═════ Data for this task ═════

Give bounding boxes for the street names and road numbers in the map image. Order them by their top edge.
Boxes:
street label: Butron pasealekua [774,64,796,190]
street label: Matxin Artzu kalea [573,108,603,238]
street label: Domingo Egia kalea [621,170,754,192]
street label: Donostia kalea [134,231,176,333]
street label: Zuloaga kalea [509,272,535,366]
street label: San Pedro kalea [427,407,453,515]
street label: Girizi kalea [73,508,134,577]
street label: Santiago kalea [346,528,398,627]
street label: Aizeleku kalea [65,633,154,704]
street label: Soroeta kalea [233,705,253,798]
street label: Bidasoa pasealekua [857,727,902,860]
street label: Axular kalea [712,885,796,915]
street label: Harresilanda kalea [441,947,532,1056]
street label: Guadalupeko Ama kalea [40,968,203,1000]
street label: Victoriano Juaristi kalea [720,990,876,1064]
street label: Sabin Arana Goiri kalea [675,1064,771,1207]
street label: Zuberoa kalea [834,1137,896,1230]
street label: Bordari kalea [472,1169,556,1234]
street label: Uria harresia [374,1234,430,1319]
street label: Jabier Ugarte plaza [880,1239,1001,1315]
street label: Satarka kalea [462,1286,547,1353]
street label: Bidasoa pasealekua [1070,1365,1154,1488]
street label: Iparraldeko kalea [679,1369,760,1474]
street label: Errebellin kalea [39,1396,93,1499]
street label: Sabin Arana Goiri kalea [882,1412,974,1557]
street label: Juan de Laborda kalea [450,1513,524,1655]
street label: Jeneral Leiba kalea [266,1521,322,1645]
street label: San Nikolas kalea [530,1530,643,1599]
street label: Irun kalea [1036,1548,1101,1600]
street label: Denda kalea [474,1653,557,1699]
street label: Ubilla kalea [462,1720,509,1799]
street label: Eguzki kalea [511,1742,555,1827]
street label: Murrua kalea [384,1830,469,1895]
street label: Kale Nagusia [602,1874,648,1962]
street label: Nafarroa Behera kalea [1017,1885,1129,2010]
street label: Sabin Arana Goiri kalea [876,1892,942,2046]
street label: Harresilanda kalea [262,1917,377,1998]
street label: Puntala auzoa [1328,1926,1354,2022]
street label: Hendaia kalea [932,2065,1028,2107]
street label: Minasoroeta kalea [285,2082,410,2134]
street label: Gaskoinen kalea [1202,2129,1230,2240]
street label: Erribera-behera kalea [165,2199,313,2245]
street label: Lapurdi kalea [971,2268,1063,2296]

═════

## The problem
The complete data above is to be written out again as it stands.

## Answer to the problem
Give bounding boxes for the street names and road numbers in the map image. Order them by their top edge.
Boxes:
street label: Butron pasealekua [774,64,796,190]
street label: Matxin Artzu kalea [573,108,603,238]
street label: Domingo Egia kalea [621,170,754,192]
street label: Donostia kalea [134,231,176,333]
street label: Zuloaga kalea [509,272,535,366]
street label: San Pedro kalea [427,407,453,515]
street label: Girizi kalea [73,508,134,577]
street label: Santiago kalea [346,528,398,627]
street label: Aizeleku kalea [65,633,154,704]
street label: Soroeta kalea [233,705,253,798]
street label: Bidasoa pasealekua [857,727,902,860]
street label: Axular kalea [712,885,796,915]
street label: Harresilanda kalea [441,947,532,1056]
street label: Guadalupeko Ama kalea [40,968,203,1000]
street label: Victoriano Juaristi kalea [720,990,876,1064]
street label: Sabin Arana Goiri kalea [675,1064,771,1207]
street label: Zuberoa kalea [834,1137,896,1230]
street label: Bordari kalea [472,1169,556,1234]
street label: Uria harresia [374,1234,430,1319]
street label: Jabier Ugarte plaza [880,1239,1001,1315]
street label: Satarka kalea [462,1286,547,1353]
street label: Bidasoa pasealekua [1070,1365,1154,1488]
street label: Iparraldeko kalea [679,1369,760,1474]
street label: Errebellin kalea [39,1396,93,1499]
street label: Sabin Arana Goiri kalea [882,1412,974,1557]
street label: Juan de Laborda kalea [450,1513,524,1655]
street label: Jeneral Leiba kalea [266,1521,322,1645]
street label: San Nikolas kalea [530,1530,643,1599]
street label: Irun kalea [1036,1548,1101,1600]
street label: Denda kalea [474,1653,557,1699]
street label: Ubilla kalea [462,1720,509,1799]
street label: Eguzki kalea [511,1742,555,1827]
street label: Murrua kalea [384,1830,469,1895]
street label: Kale Nagusia [602,1874,648,1962]
street label: Nafarroa Behera kalea [1017,1885,1129,2010]
street label: Sabin Arana Goiri kalea [876,1892,942,2046]
street label: Harresilanda kalea [262,1917,377,1998]
street label: Puntala auzoa [1328,1926,1354,2022]
street label: Hendaia kalea [932,2065,1028,2107]
street label: Minasoroeta kalea [285,2082,410,2134]
street label: Gaskoinen kalea [1202,2129,1230,2240]
street label: Erribera-behera kalea [165,2199,313,2245]
street label: Lapurdi kalea [971,2268,1063,2296]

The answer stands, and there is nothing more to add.